(Saved data entries)
===============
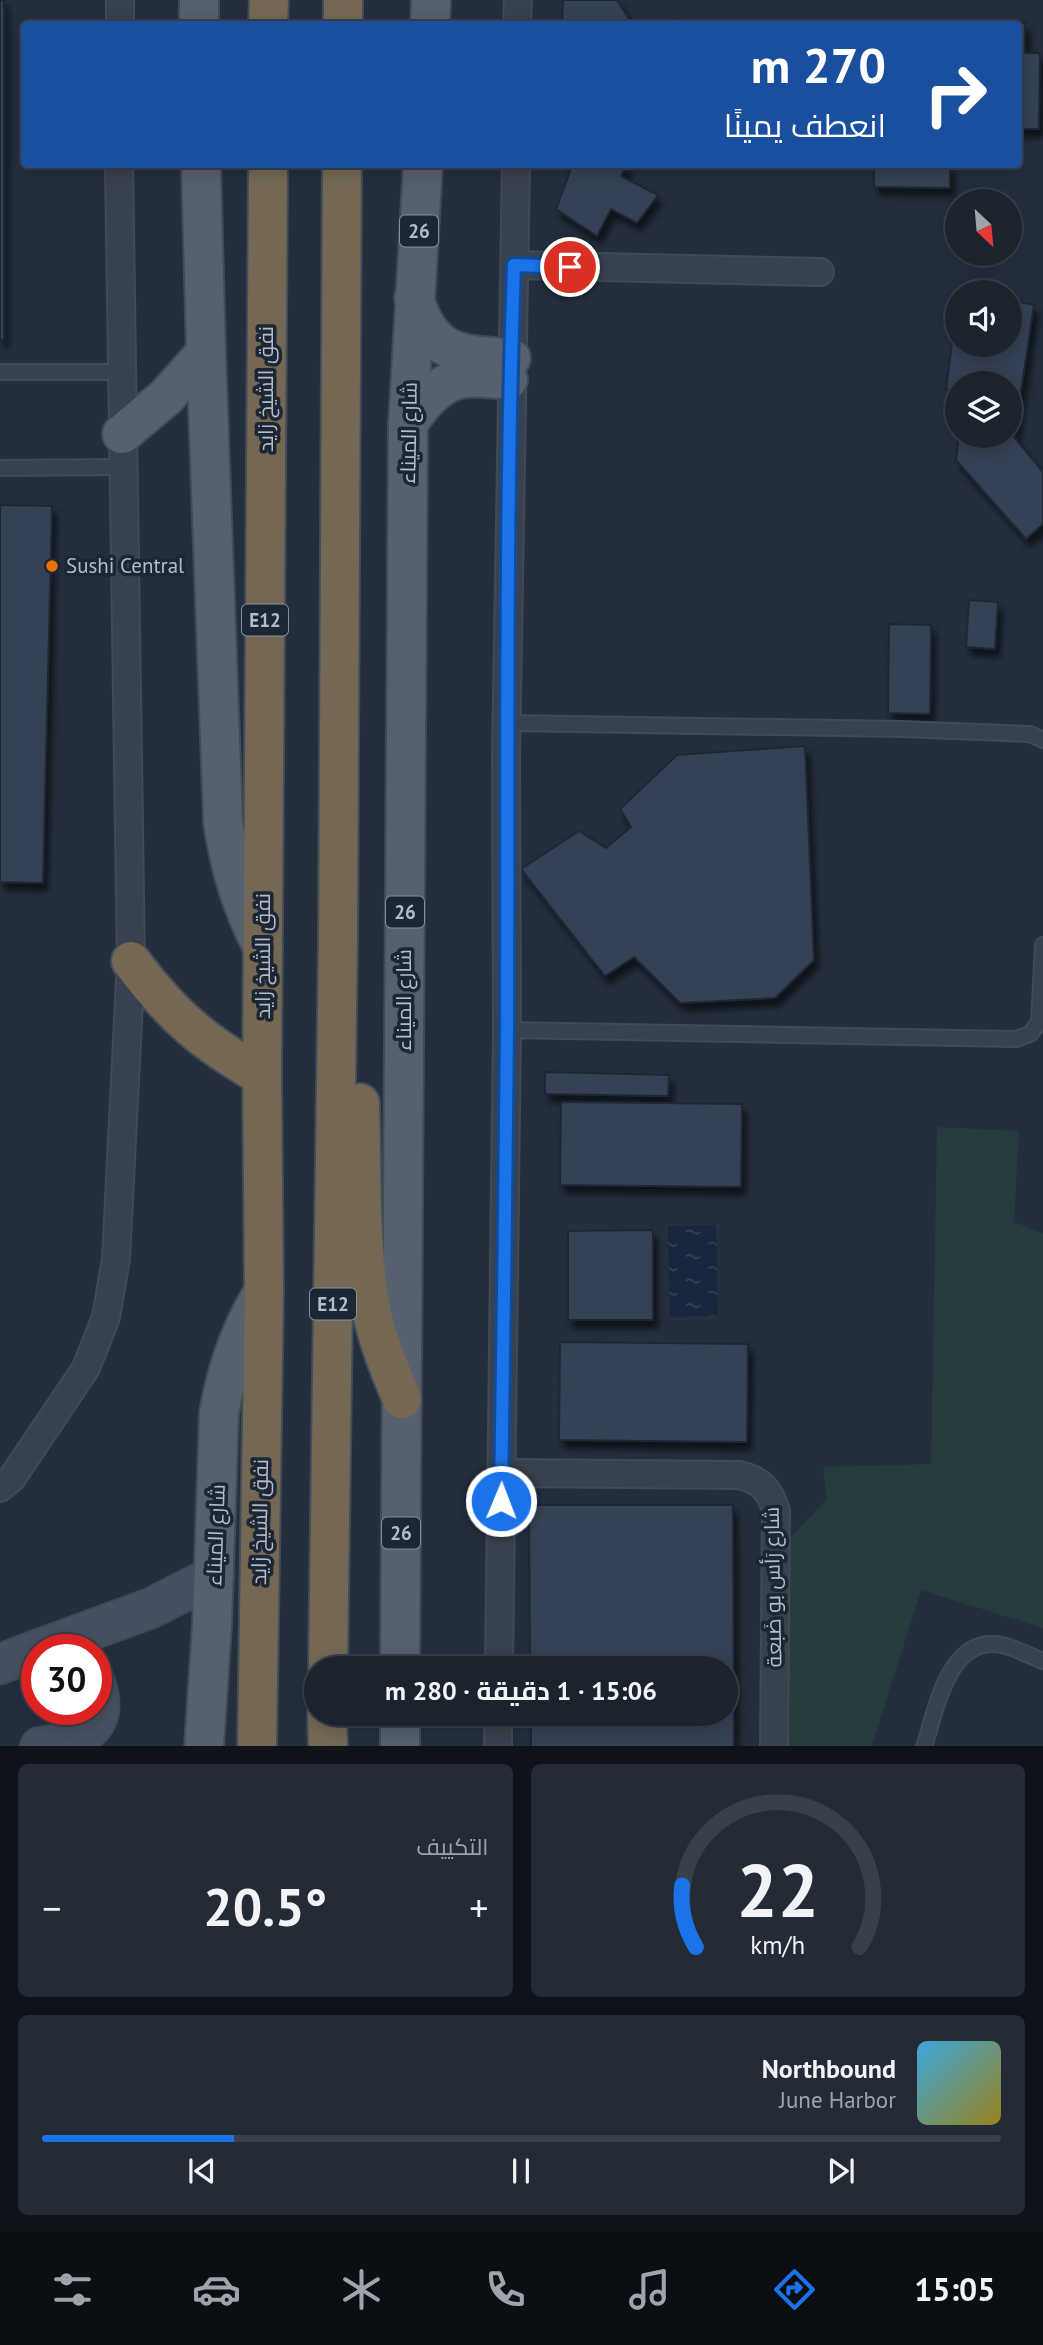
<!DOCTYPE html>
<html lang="ar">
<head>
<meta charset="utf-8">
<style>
  body { margin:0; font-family:"PT Sans",Cairo,sans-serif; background:#242b36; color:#f1f3f6; direction:rtl; height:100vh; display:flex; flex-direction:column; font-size:26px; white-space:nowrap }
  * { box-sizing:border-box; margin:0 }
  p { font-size:23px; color:#a0a4aa }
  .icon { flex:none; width:38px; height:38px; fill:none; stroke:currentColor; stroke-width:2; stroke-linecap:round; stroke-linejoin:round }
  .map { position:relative; height:1746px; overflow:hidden; direction:ltr }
  .drawer { display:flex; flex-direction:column; gap:18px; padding:18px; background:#0f1319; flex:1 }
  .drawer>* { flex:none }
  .hud { position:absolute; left:21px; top:21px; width:1001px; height:147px; border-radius:7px; box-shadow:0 4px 18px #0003,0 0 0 2px #39404a; direction:rtl; background:#1a4fa0; color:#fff; overflow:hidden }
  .needle { width:46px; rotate:154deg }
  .tools { position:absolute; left:945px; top:189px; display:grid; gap:14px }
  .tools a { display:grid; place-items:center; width:77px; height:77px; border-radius:50%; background:#1b232e; box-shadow:0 4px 18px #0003,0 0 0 2px #39404a; font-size:35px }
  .speed { position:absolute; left:21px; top:1634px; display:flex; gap:14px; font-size:35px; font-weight:700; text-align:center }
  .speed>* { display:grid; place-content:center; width:91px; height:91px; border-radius:50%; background:#1b232e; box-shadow:0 4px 18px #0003,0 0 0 2px #39404a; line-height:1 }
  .speed .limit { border:10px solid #d22; background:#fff; color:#111 }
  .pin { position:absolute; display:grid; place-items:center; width:60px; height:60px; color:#fff; margin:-30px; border:4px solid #fff; border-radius:50%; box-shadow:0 2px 7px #0007 }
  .me { position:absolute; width:77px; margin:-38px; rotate:1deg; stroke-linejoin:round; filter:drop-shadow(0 0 5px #0008) }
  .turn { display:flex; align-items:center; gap:24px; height:147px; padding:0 21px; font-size:32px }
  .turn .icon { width:91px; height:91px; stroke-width:2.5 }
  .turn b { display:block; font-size:49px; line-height:60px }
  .big { font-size:52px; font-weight:700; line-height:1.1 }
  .drawer .card { flex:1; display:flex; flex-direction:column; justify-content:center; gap:10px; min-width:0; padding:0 24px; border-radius:10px; background:#242b36 }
  .drawer .dial { align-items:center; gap:0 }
  .dial svg { height:182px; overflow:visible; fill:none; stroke:#39404a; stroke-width:7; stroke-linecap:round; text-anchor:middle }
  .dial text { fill:#f1f3f6; stroke:none }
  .song { display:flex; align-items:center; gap:21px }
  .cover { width:84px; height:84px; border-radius:10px; background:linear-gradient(135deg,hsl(200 70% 55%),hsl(50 70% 35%)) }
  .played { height:7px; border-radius:4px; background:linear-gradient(90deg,#1a73e8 20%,#39404a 20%) }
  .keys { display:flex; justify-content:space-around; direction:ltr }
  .heat { display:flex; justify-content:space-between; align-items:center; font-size:38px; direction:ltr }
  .drawer .tiles { flex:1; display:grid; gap:18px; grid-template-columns:1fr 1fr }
  .card:last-child { grid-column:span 2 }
  .trip { position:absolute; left:304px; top:1656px; width:434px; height:70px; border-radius:35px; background:#1b232e; box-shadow:0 4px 18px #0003,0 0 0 2px #39404a; font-weight:700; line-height:70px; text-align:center; direction:rtl }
  .menu { display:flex; height:112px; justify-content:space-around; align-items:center; background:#0b0e12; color:#a0a4aa }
  .menu .icon { width:49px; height:49px }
  .menu .active { color:#1a73e8 }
  .menu b { font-size:32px; color:#f1f3f6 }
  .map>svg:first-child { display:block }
  .green { fill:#263c3f }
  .water { fill:url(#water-ripples) }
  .building { fill:#364354; stroke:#1f2835; stroke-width:2; filter:url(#shadow) }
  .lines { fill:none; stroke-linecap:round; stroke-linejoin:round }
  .service-casing { stroke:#414a57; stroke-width:18 }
  .minor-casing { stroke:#414a57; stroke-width:30 }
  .secondary-casing { stroke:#414a57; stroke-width:42 }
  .primary-casing { stroke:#414a57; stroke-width:42 }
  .motorway-casing { stroke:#434c59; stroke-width:42 }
  .service { stroke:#38414e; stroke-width:14 }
  .minor { stroke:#38414e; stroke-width:26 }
  .secondary { stroke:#465061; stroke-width:38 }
  .primary { stroke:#56606e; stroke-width:38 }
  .motorway { stroke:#746855; stroke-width:38 }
  .route-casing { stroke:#114b97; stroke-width:18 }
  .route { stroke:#1a73e8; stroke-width:12 }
  .food-dot { fill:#e8710a; stroke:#1d2633; stroke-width:2.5 }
  .labels { text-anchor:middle; stroke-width:7; stroke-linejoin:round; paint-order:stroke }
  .shield { fill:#1d2633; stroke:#878f9c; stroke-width:2 }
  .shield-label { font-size:19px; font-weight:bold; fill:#b4bcc9 }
  .street-label { font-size:21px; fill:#b4bcc9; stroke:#1d2633 }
  .poi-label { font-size:21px; fill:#b4bcc9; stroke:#1d2633; text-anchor:start }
</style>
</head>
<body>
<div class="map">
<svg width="1043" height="1747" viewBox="0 0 1043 1747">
  <defs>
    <pattern id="water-ripples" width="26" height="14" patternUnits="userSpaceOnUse" patternTransform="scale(1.75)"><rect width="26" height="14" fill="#17263c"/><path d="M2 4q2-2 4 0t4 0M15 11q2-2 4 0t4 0" fill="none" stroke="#364457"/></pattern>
    <filter id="shadow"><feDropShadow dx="4.5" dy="8" stdDeviation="3.5" flood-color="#0009"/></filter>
  </defs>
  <rect width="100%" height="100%" fill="#242f3e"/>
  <polygon class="green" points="937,1127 1019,1131 1014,1222 1043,1233 1043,1628 921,1590 872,1746 786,1746 785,1543 827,1499 823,1467 931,1464"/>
  <polygon class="water" points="716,1225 718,1316 670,1317 668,1226"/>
  <g class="building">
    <rect x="0" y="0" width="4" height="340"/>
    <polygon points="563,0 617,0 630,21 680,19 679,24 562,24"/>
    <polygon points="954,23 1025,23 1025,53 1040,53 1039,129 1018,129 1018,24 954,24"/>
    <polygon points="563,164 627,164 621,176 658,195 637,223 611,209 597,236 556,209 571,169"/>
    <polygon points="874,164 950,164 950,188 874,187"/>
    <polygon points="1010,300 1034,305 1014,437 1043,472 1043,524 1026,539 956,460 959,436 1010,436 1010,383 957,383 957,391 946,389 957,304 957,345 1010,345"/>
    <polygon points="0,505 52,506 43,883 0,882"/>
    <polygon points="969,600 998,602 995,649 966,647"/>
    <polygon points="889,624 931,625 930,714 888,713"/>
    <polygon points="805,746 814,960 775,998 680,1003 634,957 605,976 521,869 579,831 606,848 631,827 620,809 677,755"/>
    <polygon points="545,1072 669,1075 668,1096 545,1094"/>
    <polygon points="561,1102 742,1104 741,1187 560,1185"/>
    <polygon points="653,1230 653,1320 568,1320 568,1231"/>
    <polygon points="560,1342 748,1344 747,1442 559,1440"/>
    <polygon points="529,1505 733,1505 734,1747 531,1747 531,1713 726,1713 726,1668 530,1668"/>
  </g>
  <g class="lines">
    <g class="service-casing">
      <g id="service">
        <polyline points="0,372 121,372"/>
        <polyline points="0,468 122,467"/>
        <polyline points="507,723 902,729 1030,734 1043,740"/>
        <polyline points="507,1030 1016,1039 1030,1034 1039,1022 1043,945"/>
        <path d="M 924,1747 C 936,1711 948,1634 1002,1645 C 1016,1648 1030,1656 1043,1661"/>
      </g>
    </g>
    <g class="minor-casing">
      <g id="minor">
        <polyline points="120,24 120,0"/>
        <polyline points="517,24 518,0"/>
        <polyline points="515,265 820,272"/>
        <path d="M 501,1473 L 739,1475 C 761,1480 770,1490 776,1511 L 774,1747"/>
        <polyline points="0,1488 12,1478 86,1368 106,1317 116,1259 131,961 119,164"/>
        <polyline points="499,1668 507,1030 506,756 516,164"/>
        <polyline points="498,1747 498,1713"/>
      </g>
    </g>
    <g class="secondary-casing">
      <g id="secondary">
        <polyline points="37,1650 151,1608 214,1576"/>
        <polyline points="0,1664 37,1650"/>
        <path d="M 40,1747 C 75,1741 111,1731 96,1685"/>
      </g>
    </g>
    <g class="primary-casing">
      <g id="primary">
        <polyline points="199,0 199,24"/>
        <polyline points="430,24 431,0"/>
        <path d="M 201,164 L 206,352 L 223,821 C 230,869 241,905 263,948"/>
        <path d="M 414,298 C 431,355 459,355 511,358"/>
        <path d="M 408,425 C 420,404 441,379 468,378 C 481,377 495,379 508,380"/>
        <polyline points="122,434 167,396 206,352"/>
        <polyline points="400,1668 408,425 423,164"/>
        <path d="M 204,1747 L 212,1625 L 219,1413 C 227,1368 240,1330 264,1291"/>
        <polyline points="400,1747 400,1713"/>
      </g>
    </g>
    <g class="motorway-casing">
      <g id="motorway">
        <polyline points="268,24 269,0"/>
        <polyline points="343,24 343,0"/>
        <path d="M 131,961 C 172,1016 203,1042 262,1076"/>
        <path d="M 360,1103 C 362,1165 360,1229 368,1291 C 373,1329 387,1364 402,1399"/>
        <polyline points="328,1668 338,939 342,164"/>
        <polyline points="327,1713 328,1747"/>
        <polyline points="257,1747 264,1291 262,1076 268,164"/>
      </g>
    </g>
    <use href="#service" class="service"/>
    <use href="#minor" class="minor"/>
    <use href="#secondary" class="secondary"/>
    <use href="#primary" class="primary"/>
    <use href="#motorway" class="motorway"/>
  </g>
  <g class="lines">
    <g class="route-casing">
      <path id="route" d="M 501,1501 C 503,1344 506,1186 507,1029 C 508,775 505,520 514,265 L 570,267"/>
    </g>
    <use href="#route" class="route"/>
  </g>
  <circle class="food-dot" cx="52" cy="566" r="7"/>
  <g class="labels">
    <g class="shield">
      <rect x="400" y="215.5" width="38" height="31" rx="5"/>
      <rect x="242" y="604.5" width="46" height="31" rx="5"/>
      <rect x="386" y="896.5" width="38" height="31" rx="5"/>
      <rect x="310" y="1288.5" width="46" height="31" rx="5"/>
      <rect x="382" y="1517.5" width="38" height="31" rx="5"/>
    </g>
    <g class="shield-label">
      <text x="419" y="238">26</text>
      <text x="265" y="627">E12</text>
      <text x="405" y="919">26</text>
      <text x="333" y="1311">E12</text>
      <text x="401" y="1540">26</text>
    </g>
    <g class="street-label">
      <text transform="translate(266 389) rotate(-90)" y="7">نفق الشيخ زايد</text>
      <text transform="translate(409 433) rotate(-89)" y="7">شارع الميناء</text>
      <text transform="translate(263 956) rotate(-90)" y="7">نفق الشيخ زايد</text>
      <text transform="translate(404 1000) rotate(-90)" y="7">شارع الميناء</text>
      <text transform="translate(260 1522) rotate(-89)" y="7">نفق الشيخ زايد</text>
      <text transform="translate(216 1535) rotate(-88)" y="7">شارع الميناء</text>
      <text transform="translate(773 1587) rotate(-91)" y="7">شارع رَأس بو ضَبعة</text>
    </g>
    <g class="poi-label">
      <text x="66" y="573">Sushi Central</text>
    </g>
  </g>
</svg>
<div class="tools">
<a><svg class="needle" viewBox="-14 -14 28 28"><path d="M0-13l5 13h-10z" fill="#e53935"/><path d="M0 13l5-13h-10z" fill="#a0a4aa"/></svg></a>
<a><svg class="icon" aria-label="sound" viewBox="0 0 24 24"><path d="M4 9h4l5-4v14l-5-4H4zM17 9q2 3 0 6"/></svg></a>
<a><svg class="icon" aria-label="layers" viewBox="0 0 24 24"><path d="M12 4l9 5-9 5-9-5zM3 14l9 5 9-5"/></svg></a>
</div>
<div class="speed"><div class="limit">30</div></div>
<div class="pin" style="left:570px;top:267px;background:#d93025"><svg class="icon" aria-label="arrive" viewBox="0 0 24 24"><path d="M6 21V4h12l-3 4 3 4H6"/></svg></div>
<svg class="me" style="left:501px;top:1501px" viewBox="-20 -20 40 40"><circle r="17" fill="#1a73e8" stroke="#fff" stroke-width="3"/><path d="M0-11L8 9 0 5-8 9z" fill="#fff"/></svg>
<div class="trip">15:06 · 1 دقيقة · 280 m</div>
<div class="hud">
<div class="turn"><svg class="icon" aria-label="right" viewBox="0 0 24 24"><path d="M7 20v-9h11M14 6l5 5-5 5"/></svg><div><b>270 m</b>انعطف يمينًا</div></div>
</div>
</div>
<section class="drawer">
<div class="tiles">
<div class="card dial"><svg viewBox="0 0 100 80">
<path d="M14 69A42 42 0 1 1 86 69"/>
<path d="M14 69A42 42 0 0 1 8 42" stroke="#1a73e8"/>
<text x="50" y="56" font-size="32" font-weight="700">22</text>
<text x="50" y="72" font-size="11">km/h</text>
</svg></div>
<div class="card"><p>التكييف</p>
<div class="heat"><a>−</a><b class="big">20.5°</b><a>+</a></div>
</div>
<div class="card">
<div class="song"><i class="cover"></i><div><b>Northbound</b><p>June Harbor</p></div></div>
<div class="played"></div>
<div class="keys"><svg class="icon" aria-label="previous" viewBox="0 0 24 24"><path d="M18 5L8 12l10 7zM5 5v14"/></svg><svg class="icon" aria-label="pause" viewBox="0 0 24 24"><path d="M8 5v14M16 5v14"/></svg><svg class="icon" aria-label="next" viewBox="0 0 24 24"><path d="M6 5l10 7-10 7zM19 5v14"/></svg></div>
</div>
</div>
</section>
<nav class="menu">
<b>15:05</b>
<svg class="icon active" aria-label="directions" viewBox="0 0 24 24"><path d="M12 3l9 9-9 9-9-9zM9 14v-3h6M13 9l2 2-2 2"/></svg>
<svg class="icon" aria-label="music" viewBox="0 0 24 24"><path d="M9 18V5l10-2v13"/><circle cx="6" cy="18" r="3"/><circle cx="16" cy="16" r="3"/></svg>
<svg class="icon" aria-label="phone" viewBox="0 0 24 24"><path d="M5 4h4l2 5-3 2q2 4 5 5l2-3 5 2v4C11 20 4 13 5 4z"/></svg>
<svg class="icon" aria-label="climate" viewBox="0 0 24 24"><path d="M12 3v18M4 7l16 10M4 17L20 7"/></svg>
<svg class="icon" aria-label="car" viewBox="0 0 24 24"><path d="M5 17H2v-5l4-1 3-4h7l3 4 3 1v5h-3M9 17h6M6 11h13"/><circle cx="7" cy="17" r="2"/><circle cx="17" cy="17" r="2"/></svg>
<svg class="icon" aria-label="filters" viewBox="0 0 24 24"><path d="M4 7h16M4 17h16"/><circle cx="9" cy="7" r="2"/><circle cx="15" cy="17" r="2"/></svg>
</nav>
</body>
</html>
===============
*EXERCISE DIRECTIONS*
Which lines of the data hold the string "tools"? Return each of them.

*ANSWER SECTION*
  .tools { position:absolute; left:945px; top:189px; display:grid; gap:14px }
  .tools a { display:grid; place-items:center; width:77px; height:77px; border-radius:50%; background:#1b232e; box-shadow:0 4px 18px #0003,0 0 0 2px #39404a; font-size:35px }
<div class="tools">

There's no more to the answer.